The evening’s big star, though, was the next performer Malick Pathe’ Sow, currently a hot item on the world-music circuit, who delivered an exquisite performance, but did something which I feel deserves mention, if not an explanation. After an excruciatingly long time for set-up and sound-check- mostly due to Zanzibar’s power problems, Malick FINALLY started his set, played one song, and then walked off stage with his band for a 10-15 minute ‘prayer’ break. HUH? Am I hallucinating? Now I respect a man’s religion whatever it might be, but I also respect the rights of the audience. If a Muslim can’t miss his evening prayers, then he should book his set around it. I didn’t see anyone else praying… IN MUSLIM ZANZIBAR! That’s what mosques are for. The set was brilliant, though. Malick promoters, beware- read the rider carefully! Since the next performer, Mari Boine from Norway, wasn’t really exciting me; and the evening’s other big name, Ba Cissoko from Guinea, I’ve already seen; and the evening was hopelessly behind schedule by now, I decided to call it an evening and go back to my hotel. Fortunately they have escorts for you through the darkness for a buck or two, which I probably wouldn’t want to wait until the last minute for. Let me know when you get your power problems solved, Zanzibar, and maybe I’ll be back- and recommend it to others. Until then, I’ll just listen to the MP3’s. You’re pressing your luck. Beware the law of large numbers.
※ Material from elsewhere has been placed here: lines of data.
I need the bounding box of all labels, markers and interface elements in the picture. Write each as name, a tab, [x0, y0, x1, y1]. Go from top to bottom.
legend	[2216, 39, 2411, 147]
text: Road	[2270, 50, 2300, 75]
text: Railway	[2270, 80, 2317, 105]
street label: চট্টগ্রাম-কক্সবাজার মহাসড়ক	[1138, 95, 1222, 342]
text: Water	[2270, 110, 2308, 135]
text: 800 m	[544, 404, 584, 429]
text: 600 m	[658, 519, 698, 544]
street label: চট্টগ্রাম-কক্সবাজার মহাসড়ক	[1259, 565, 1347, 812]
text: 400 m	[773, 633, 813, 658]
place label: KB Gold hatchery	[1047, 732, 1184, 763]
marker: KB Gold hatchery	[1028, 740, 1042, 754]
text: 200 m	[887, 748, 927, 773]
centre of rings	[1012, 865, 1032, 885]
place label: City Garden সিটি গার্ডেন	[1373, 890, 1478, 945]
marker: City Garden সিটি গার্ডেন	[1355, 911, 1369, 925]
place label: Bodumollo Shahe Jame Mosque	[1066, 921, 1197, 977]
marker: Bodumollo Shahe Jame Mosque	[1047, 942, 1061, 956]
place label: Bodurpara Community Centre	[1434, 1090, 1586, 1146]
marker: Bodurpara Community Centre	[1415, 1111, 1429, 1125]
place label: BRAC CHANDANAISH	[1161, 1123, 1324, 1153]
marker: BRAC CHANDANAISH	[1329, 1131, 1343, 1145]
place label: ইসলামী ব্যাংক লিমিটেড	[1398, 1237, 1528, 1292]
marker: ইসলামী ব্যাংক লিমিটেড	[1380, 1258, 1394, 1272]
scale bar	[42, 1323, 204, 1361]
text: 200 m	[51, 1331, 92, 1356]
Wednesday, February 10, 2010

‘GENTE’ BY SAMBA DA- Indie em Portugues


Bossa nova is the worst thing that ever happened to Brazilian popular music. In that one unique rise to the pinnacle of world music some fifty years ago, Brazilian popular music became frozen in time, at least in the minds of its foreign audience, but not without significant repercussions for the progenitors back home also. THAT was ‘the Brazilian sound’ and that’s what we wanted… over and over and over. Now don’t get me wrong. It’s good, and I like it, but it’s as if French pop music were to be forever defined by Brigitte Bardot cooing ‘je t’aime’ instead of moving on and letting Charlotte Gainsbourg coo ‘five fifty-five’ (Bac Ho’s favorite brand of fags- if I remember correctly from my Hanoi days- in addition to any other meaning it might have for Serge’s daughter).
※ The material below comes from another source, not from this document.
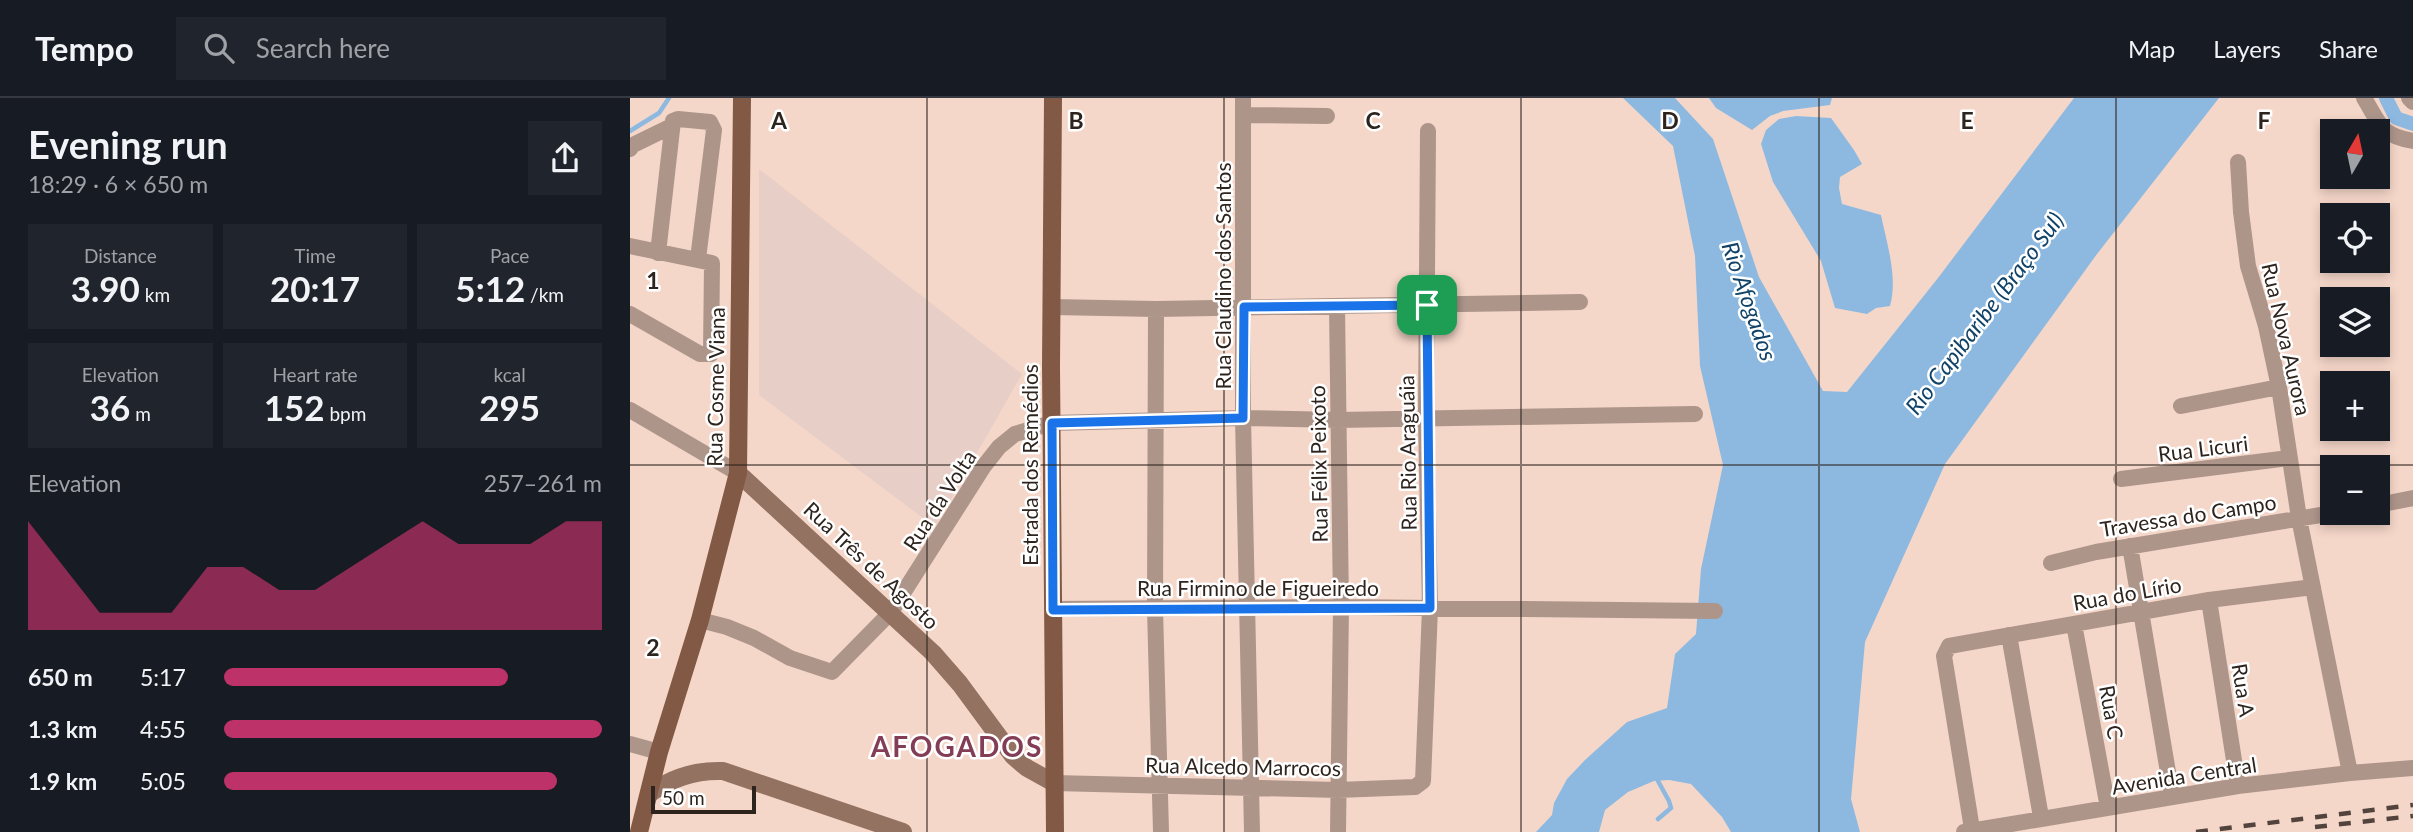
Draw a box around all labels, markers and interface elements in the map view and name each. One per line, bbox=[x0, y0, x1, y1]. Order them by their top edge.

Meanwhile musically tiny little Cabo Verde has been one-upping the rest of the Portuguese-speaking world with superb work by the ‘barefoot diva’ Cesaria Evora and plenty of help from Lura and others making big waves in the world music genre. That’s even where samba originated in the first place, according to the cognoscenti, though I’d be hesitant to attribute too many origins to a place uninhabited a scarce few decades before a ship got blown off course and wound up in Brazil. Of course samba has always been at its best as a Carnaval dance form, and always will be, regardless of how the music evolves. Even Mozambique has some good things happening musically, while Portugal itself languishes even farther behind, resigned to its own self-imposed fado. Meanwhile back home in Brazil, while cariocas may still be frolicking on the beach and waxing rhapsodic over a well-heeled female form, down in Sao Paolo drug gangs occupy whole sections of the city and flaunt it for public TV, just daring the police to challenge them. When a fight breaks out there, I bet they don’t wait for the band to show up and choreograph the capoeira for them. In short, life is more than just a beach, and you don’t have to walk far into a favela to realize that.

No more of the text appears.